Les micro-entreprises défaillantes à l’échelle nationale sont au nombre de 11 000, selon le chiffre annoncé par le ministre délégué auprès du Premier ministre chargé des Micro-entreprises, Nassim Diafat.

Par Feriel Nourine
«Le nombre de micro-entreprises défaillantes a atteint à l’échelle nationale les 11 000 entités», a en effet indiqué, M. Diafat, en marge de sa visite d’inspection dans la wilaya de Tissemsilt.
Il a souligné que le Fonds national de la garantie relevant de l’Agence nationale d’appui au développement de l’entreprenariat (Anade) «a étudié, la semaine écoulée, près de 500 dossiers introduits en vue de l’effacement des dettes des entreprises défaillantes n’ayant pas pu honorer leurs créances». Dans ce cadre, il a été décidé «l’effacement de 250 dossiers de ces entreprises, alors que plus de 230 dossiers ont été différés et 6 autres ont été rejetés», a ajouté le premier responsable du secteur.
Il est sans doute utile de préciser que si le nombre des micro-entreprises est estimé à 11 000 par la tutelle, celui des entreprises issues de l’Ansej qui se trouvent en difficultés dépasse les 70% de l’ensemble des entités créées dans le cadre de ce dispositif, selon des déclarations antérieures émanant du même ministre.
Et c’est de cette situation catastrophique qu’a hérité l’Anade, nouvelle dénomination de l’Ansej, en dernier, après le passage de celle-ci sous la bannière du ministère de la Micro-entreprise, des Start-ups et de l’Economie de la connaissance, quelques mois auparavant.
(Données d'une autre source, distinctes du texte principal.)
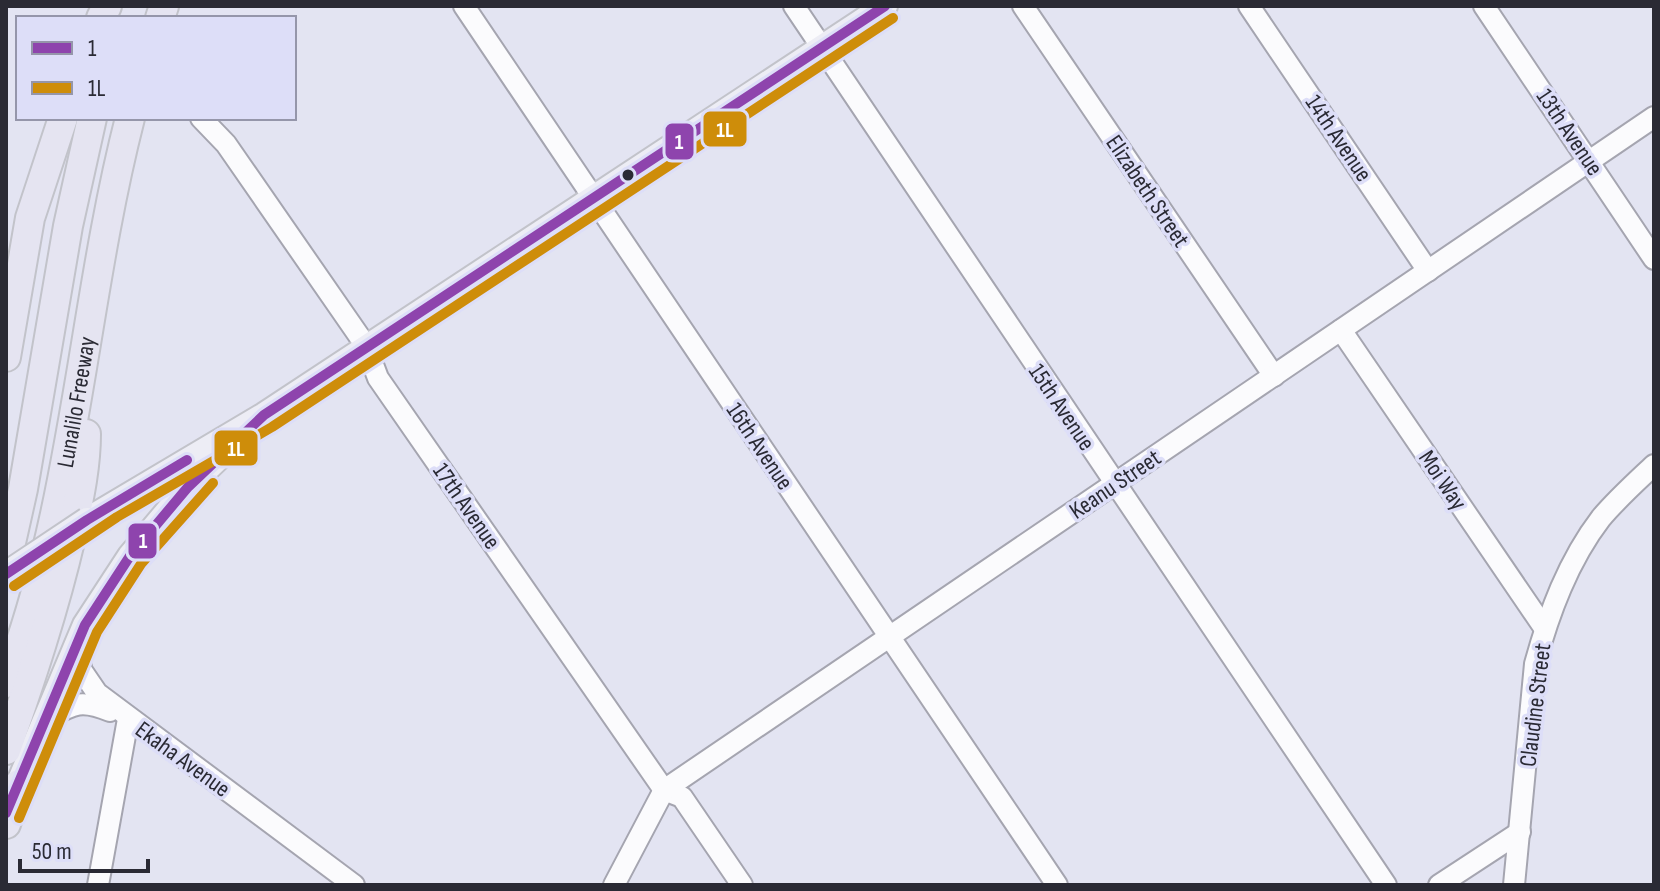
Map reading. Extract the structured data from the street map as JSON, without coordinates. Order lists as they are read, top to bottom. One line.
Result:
{"streets":{"highway":["Lunalilo Freeway"],"street":["13th Avenue","14th Avenue","Elizabeth Street","15th Avenue","16th Avenue","Moi Way","Keanu Street","17th Avenue","Claudine Street","Ekaha Avenue"]},"crossings":[["13th Avenue","Keanu Street"],["14th Avenue","Keanu Street"],["Elizabeth Street","Keanu Street"],["15th Avenue","Keanu Street"],["16th Avenue","Keanu Street"],["Moi Way","Keanu Street"],["Moi Way","Claudine Street"],["Keanu Street","17th Avenue"]],"lines":["transit line 1","transit line 1L"],"legend":["1","1L"],"scale_bar":"50 m"}
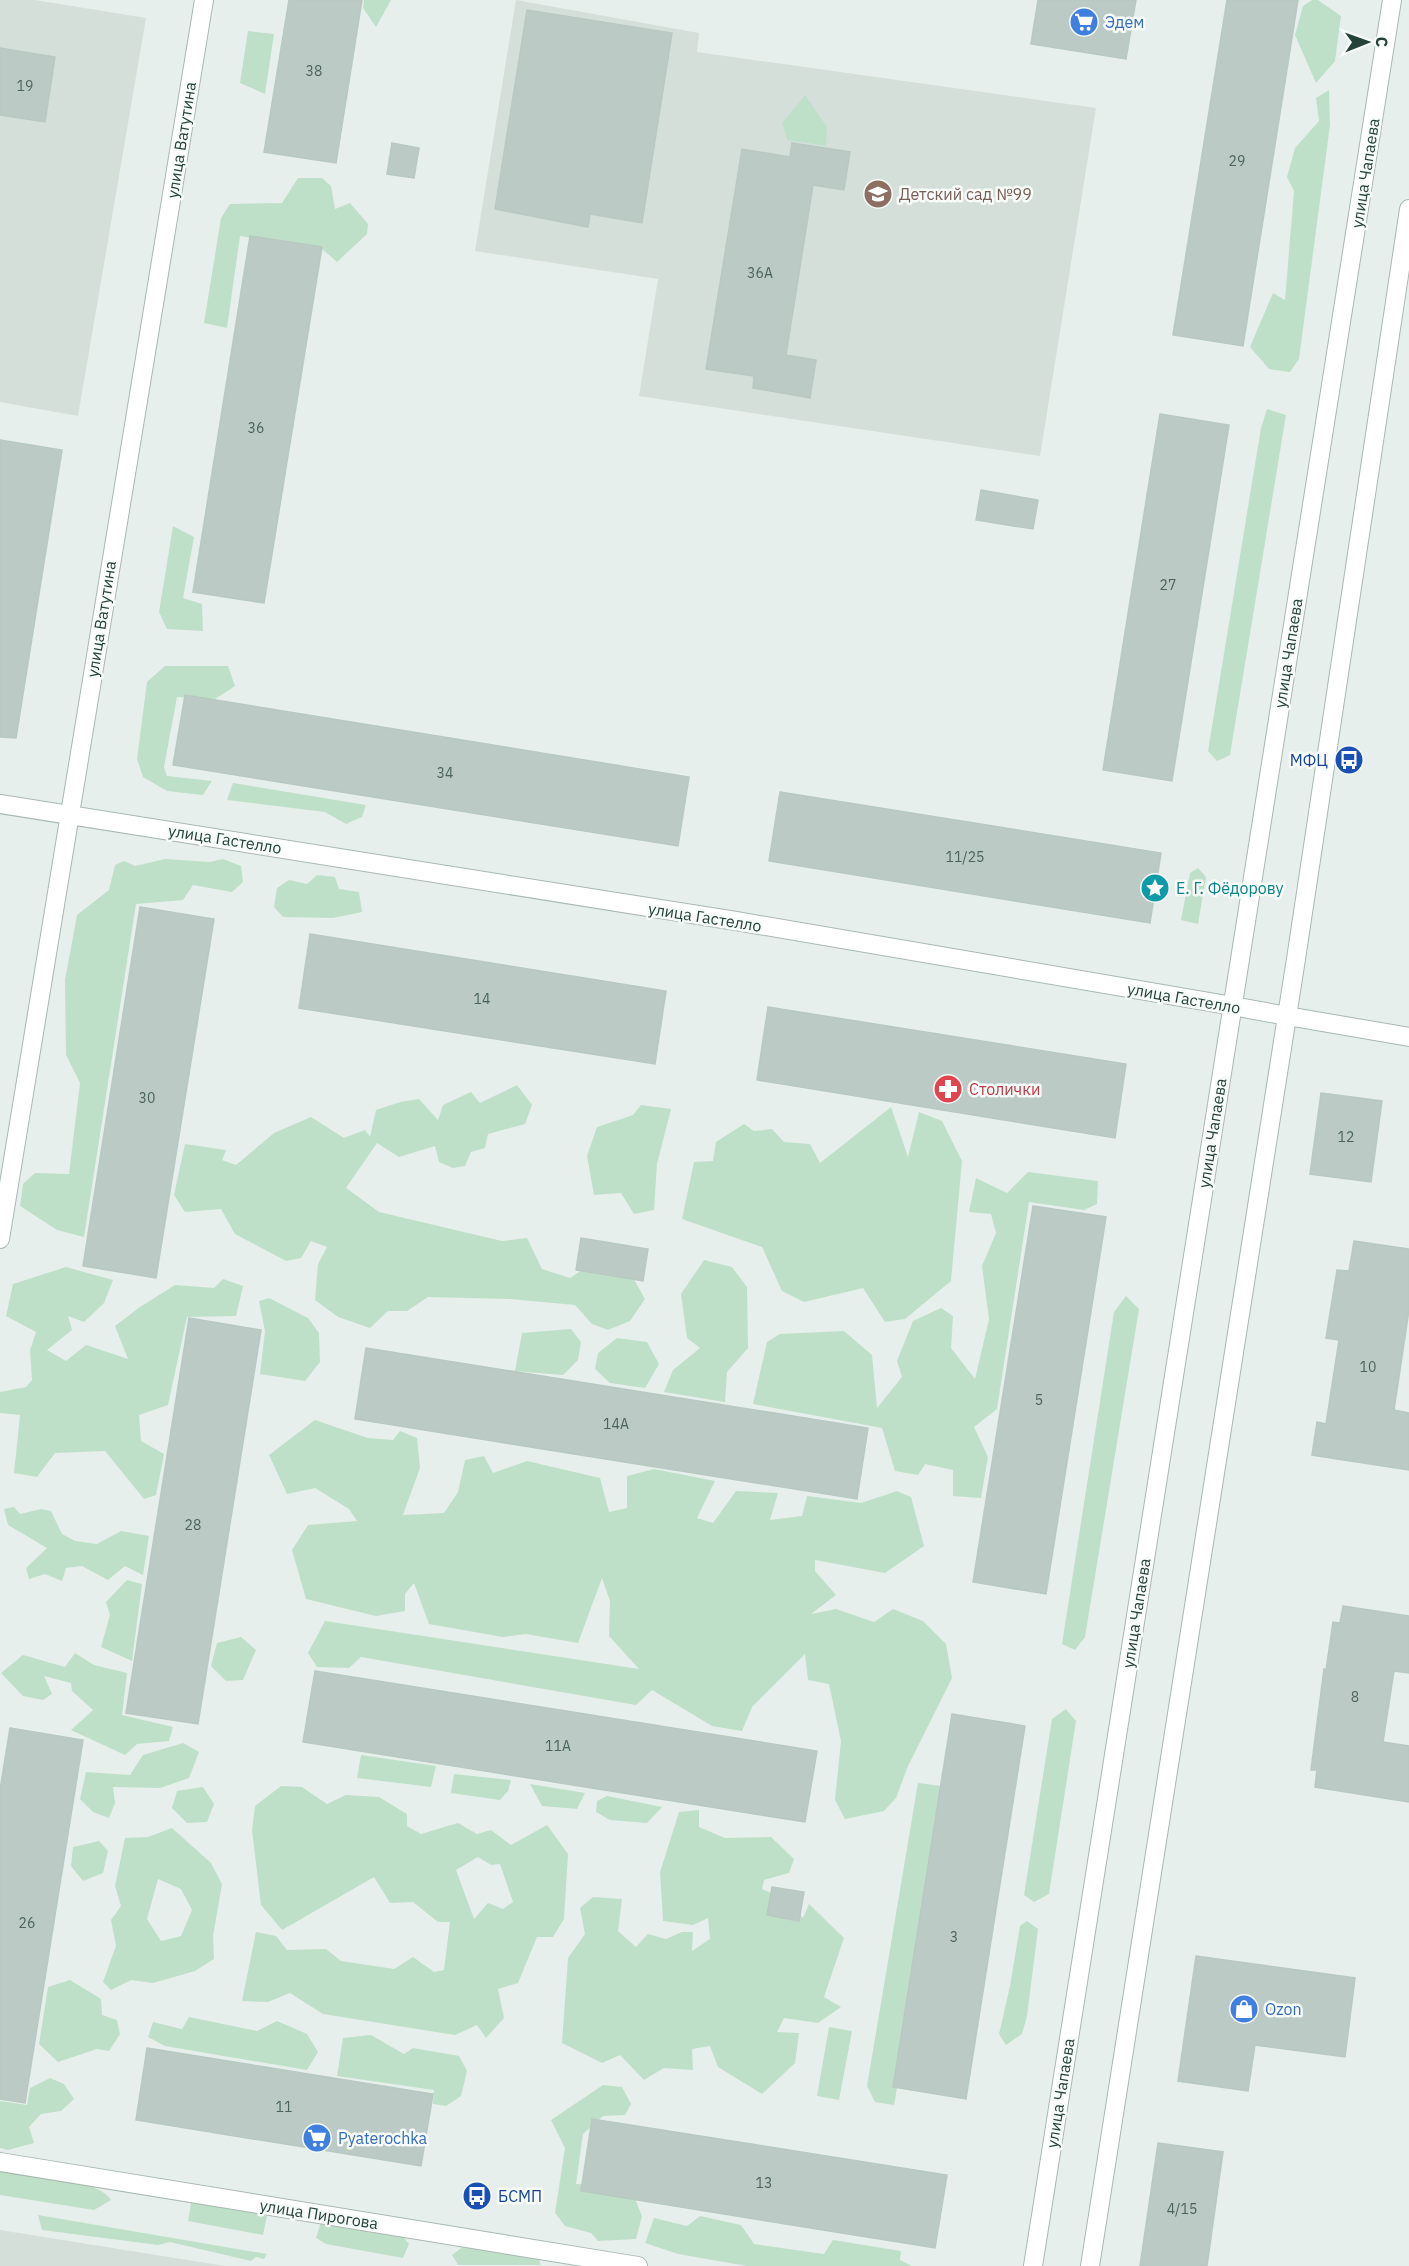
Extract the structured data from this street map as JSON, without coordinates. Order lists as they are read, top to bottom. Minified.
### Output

La tutelle change la dénomination, mais le gros problème des micro-entreprises, créées depuis 1996 dans le cadre de l’Ansej, est toujours le même. Il a trait aux crédits accordés par les banques aux jeunes porteurs de projets et que ces derniers n’arrivent pas à rembourser dans les délais prévus. Les créances traînent depuis des années, leur stock prend de plus en plus de volume et les prolongations et souplesses accordées par les banques en guise rééchelonnement des dettes des entreprises ne suffisent plus pour cacher le marasme dans lequel sont plongées la majorité des entités mises sur le circuit économique par la voie d’un dispositif mal parti, et qui n’est jamais arrivé à la destination promise par ses concepteurs, il y a plus de 24 années. L’Ansej a, durant toutes ces années, enregistré un taux de mortalité considérable parmi les entreprises nées de son dispositif, mais qui n’ont jamais remboursé leurs dettes, pénalisant ainsi les établissements bancaires chargés de financer leurs projets.
Aujourd’hui, le délégué auprès du Premier ministre chargé des Micro-entreprises se retrouve au chevet d’une Ansej qui a surtout servi à engendrer des déséquilibres dans les caisses des banques qu’à créer cette richesse économique qu’on attendait d’elle. Victime, entre autres, de sa propre dénomination, ce dispositif avait, dès son avènement, versé au compte de la création de l’emploi au profit des jeunes, au sens exagérément social du terme, mais cependant porteur pour le pouvoir en place. D’où visiblement cette nouvelle dénomination Anade qui laisse transparaître les objectifs des pouvoirs publics.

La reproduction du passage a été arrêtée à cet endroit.